BEGIN

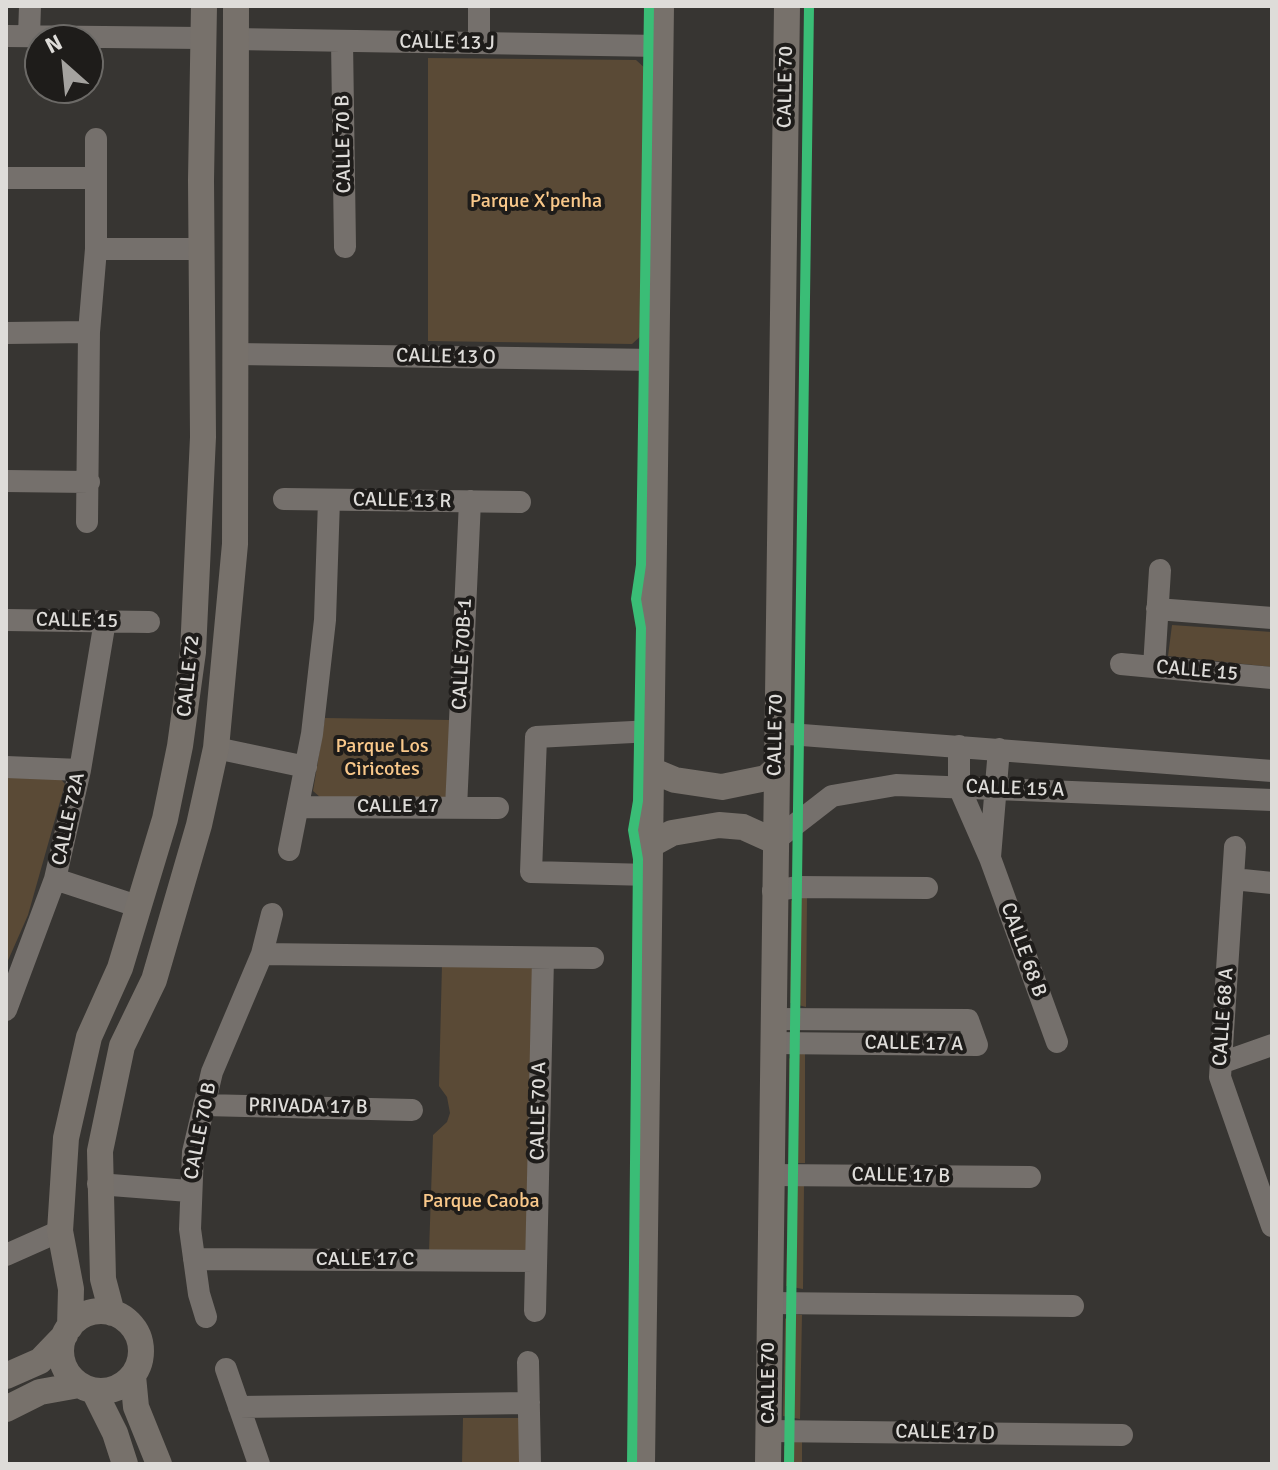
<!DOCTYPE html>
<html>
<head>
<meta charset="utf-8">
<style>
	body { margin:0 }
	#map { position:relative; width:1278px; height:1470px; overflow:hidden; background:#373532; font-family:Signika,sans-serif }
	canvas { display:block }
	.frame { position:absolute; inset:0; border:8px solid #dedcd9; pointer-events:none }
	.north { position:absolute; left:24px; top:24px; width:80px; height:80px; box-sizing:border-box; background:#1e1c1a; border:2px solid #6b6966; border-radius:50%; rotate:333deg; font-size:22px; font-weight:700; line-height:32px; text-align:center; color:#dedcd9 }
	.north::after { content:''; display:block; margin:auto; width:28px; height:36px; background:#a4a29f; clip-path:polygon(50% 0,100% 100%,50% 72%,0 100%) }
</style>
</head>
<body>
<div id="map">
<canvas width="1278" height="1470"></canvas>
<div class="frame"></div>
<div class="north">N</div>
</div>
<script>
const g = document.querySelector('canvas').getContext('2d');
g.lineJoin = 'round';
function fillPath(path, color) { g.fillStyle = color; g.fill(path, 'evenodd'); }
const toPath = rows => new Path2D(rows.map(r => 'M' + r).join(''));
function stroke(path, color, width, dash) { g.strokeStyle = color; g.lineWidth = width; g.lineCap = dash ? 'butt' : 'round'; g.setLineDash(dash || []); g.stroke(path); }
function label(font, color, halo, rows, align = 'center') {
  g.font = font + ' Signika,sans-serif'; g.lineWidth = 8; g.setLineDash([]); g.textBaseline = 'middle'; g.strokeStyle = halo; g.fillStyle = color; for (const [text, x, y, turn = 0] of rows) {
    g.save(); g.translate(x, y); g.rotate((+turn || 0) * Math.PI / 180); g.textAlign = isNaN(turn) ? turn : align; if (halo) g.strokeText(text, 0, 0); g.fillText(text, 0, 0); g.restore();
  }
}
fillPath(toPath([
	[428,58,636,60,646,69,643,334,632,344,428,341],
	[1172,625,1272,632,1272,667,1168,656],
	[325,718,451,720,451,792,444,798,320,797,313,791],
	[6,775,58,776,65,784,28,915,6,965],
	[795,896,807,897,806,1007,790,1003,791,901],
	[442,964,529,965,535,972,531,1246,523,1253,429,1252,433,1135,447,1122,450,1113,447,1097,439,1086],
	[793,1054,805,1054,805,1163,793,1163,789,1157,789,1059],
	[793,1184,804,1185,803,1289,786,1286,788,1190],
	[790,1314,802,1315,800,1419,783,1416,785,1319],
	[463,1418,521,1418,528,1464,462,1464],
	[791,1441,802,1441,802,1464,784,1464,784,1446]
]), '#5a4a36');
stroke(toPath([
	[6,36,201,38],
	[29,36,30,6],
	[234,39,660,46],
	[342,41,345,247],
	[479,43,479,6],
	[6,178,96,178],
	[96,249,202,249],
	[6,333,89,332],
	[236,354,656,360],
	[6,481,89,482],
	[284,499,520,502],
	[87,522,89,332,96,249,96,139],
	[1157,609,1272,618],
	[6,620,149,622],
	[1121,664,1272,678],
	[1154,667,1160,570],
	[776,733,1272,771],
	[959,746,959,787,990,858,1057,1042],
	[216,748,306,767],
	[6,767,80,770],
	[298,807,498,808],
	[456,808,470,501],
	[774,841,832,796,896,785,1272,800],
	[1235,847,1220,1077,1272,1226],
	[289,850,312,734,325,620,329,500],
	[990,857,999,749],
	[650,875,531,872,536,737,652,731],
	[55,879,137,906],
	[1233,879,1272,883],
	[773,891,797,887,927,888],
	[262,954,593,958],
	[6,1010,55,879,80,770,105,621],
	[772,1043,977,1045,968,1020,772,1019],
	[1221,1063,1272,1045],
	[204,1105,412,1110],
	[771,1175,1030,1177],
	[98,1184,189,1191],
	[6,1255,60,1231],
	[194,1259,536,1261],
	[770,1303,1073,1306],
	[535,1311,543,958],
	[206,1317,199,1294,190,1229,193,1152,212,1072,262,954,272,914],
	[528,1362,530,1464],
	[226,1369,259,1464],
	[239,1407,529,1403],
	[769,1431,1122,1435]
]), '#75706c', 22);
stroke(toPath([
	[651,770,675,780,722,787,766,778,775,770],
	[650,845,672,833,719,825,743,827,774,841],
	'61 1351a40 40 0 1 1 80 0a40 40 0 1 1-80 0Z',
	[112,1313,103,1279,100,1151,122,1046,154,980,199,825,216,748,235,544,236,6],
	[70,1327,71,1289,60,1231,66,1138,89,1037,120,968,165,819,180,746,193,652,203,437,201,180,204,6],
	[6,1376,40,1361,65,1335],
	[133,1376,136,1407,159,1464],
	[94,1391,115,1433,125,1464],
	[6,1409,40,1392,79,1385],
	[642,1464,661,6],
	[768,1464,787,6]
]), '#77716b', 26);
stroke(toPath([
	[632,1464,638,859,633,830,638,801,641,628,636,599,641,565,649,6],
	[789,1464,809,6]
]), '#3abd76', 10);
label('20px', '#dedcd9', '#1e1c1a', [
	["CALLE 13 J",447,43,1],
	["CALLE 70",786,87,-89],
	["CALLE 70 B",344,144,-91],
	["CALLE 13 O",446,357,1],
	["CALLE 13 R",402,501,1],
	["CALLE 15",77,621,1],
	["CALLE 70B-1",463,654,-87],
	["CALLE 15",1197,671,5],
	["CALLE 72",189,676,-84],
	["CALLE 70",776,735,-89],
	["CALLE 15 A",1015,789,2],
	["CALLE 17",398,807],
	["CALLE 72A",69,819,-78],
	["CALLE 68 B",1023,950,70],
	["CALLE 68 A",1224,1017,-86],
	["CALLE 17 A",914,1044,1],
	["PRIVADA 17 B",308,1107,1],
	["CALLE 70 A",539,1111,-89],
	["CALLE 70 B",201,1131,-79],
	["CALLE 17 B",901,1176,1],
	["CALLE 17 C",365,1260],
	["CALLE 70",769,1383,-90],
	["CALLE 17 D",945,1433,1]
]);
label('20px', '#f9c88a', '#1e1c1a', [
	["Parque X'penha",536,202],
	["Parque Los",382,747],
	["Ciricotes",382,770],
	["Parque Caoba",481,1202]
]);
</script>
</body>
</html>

END

* _Task to carry out_
Where does the word "canvas" appear in the material above? Copy every line that holds it.

* _Response area_
	canvas { display:block }
<canvas width="1278" height="1470"></canvas>
const g = document.querySelector('canvas').getContext('2d');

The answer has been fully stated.